Signed-off-by: Aneesh Kumar K.V <aneesh.kumar@linux.vnet.ibm.com>
---
 arch/powerpc/include/asm/pgtable-ppc64.h |    7 ++++++-
 arch/powerpc/mm/init_64.c                |    4 ++--
 2 files changed, 8 insertions(+), 3 deletions(-)
Paul Mackerras - March 13, 2013, 2:47 a.m.
On Wed, Mar 06, 2013 at 11:40:08AM +0530, Aneesh Kumar K.V wrote:
> From: "Aneesh Kumar K.V" <aneesh.kumar@linux.vnet.ibm.com>
> 
> We will use this later with THP changes to request for pmd table of double the size.
> THP code does PTE page allocation along with large page request and deposit them
> for later use. This is to ensure that we won't have any failures when we split
> huge pages to regular pages.
> 
> On powerpc we want to use the deposited PTE page for storing hash pte slot and
> secondary bit information for the HPTEs. Hence we save them in the second half
> of the pmd table.

That much is fine, but...

> -void pgtable_cache_add(unsigned shift, void (*ctor)(void *));
> +extern void __pgtable_cache_add(unsigned shift, unsigned long table_size,
> +				void (*ctor)(void *));
>  void pgtable_cache_init(void);
> +static inline void pgtable_cache_add(unsigned shift, void (*ctor)(void *))
> +{
> +	return __pgtable_cache_add(shift, sizeof(void *) << shift, ctor);
> +}

NAK to this (and in fact the rest of this patch).
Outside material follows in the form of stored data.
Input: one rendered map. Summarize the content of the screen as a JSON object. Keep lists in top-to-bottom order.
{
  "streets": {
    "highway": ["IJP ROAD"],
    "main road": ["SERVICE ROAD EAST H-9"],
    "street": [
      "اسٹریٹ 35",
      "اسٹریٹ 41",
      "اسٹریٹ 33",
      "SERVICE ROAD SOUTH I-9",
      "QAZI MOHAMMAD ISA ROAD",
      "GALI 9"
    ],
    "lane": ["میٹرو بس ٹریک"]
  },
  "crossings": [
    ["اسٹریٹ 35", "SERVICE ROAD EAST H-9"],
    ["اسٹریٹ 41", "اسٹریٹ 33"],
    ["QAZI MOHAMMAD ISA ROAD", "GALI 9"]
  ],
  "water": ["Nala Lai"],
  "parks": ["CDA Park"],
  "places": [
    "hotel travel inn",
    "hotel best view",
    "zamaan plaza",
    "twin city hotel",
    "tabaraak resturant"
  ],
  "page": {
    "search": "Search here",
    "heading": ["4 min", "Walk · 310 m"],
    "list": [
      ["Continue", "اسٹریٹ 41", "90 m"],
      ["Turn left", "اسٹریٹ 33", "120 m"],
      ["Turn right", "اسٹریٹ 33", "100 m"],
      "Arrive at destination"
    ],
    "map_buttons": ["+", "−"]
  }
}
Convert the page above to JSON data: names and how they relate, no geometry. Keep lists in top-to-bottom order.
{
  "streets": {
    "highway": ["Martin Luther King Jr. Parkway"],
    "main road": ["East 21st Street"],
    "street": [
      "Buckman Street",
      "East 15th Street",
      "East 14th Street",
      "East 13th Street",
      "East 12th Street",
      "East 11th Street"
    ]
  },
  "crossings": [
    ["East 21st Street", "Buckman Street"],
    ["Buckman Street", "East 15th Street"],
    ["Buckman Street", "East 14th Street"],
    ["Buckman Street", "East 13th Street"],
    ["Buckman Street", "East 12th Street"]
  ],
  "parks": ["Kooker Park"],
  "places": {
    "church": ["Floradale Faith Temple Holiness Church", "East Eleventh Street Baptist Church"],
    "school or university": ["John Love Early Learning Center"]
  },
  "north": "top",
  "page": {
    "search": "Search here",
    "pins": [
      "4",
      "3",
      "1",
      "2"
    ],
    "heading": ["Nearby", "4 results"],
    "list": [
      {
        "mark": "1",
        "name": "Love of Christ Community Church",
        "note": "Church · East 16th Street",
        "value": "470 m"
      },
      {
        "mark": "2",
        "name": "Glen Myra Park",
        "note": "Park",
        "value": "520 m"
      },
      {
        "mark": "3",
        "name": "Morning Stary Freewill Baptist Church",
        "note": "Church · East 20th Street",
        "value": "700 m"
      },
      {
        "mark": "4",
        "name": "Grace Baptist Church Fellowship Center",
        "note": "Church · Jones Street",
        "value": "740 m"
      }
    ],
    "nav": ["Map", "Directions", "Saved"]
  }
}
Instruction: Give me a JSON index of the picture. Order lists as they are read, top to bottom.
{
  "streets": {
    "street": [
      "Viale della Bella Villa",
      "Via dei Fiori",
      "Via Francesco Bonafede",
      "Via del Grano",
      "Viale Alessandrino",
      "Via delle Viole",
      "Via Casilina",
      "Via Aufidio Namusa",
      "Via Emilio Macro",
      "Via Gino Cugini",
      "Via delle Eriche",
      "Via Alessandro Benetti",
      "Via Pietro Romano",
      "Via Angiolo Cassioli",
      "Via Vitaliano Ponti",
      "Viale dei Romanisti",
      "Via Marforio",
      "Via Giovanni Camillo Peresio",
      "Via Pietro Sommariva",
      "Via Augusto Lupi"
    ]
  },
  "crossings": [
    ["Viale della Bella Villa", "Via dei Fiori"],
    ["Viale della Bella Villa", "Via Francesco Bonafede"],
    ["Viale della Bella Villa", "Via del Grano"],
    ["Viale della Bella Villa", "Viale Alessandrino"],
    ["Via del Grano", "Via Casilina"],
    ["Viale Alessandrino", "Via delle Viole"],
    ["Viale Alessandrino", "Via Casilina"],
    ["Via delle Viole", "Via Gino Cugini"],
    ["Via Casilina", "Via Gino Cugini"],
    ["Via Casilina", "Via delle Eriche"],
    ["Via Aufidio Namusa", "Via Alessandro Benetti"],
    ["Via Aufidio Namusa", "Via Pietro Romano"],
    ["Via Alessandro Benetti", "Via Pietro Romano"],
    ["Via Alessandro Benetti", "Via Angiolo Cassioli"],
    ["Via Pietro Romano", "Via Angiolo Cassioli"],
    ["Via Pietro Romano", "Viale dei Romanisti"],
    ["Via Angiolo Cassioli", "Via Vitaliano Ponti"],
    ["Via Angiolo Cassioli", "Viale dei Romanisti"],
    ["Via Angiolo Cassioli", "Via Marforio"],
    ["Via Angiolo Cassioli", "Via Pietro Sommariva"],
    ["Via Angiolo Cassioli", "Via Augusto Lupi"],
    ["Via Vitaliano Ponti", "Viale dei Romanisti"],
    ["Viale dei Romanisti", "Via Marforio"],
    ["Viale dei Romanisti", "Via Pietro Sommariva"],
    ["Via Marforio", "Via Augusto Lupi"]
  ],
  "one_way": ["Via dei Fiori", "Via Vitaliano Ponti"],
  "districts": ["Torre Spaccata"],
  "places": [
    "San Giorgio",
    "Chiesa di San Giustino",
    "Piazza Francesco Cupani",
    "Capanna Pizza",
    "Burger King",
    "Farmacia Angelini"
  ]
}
If you need twice the size, use the next slot along in pgtable_cache,
which will give you the size you need, rather than breaking the
relationship between slot index and allocation size.

Paul.
Aneesh Kumar K.V - March 13, 2013, 9:25 a.m.
Paul Mackerras <paulus@samba.org> writes:

> On Wed, Mar 06, 2013 at 11:40:08AM +0530, Aneesh Kumar K.V wrote:
>> From: "Aneesh Kumar K.V" <aneesh.kumar@linux.vnet.ibm.com>
>> 
>> We will use this later with THP changes to request for pmd table of double the size.
>> THP code does PTE page allocation along with large page request and deposit them
>> for later use. This is to ensure that we won't have any failures when we split
>> huge pages to regular pages.
>> 
>> On powerpc we want to use the deposited PTE page for storing hash pte slot and
>> secondary bit information for the HPTEs. Hence we save them in the second half
>> of the pmd table.
>
> That much is fine, but...
>
>> -void pgtable_cache_add(unsigned shift, void (*ctor)(void *));
>> +extern void __pgtable_cache_add(unsigned shift, unsigned long table_size,
>> +				void (*ctor)(void *));
>>  void pgtable_cache_init(void);
>> +static inline void pgtable_cache_add(unsigned shift, void (*ctor)(void *))
>> +{
>> +	return __pgtable_cache_add(shift, sizeof(void *) << shift, ctor);
>> +}
>
> NAK to this (and in fact the rest of this patch).
>
> If you need twice the size, use the next slot along in pgtable_cache,
> which will give you the size you need, rather than breaking the
> relationship between slot index and allocation size.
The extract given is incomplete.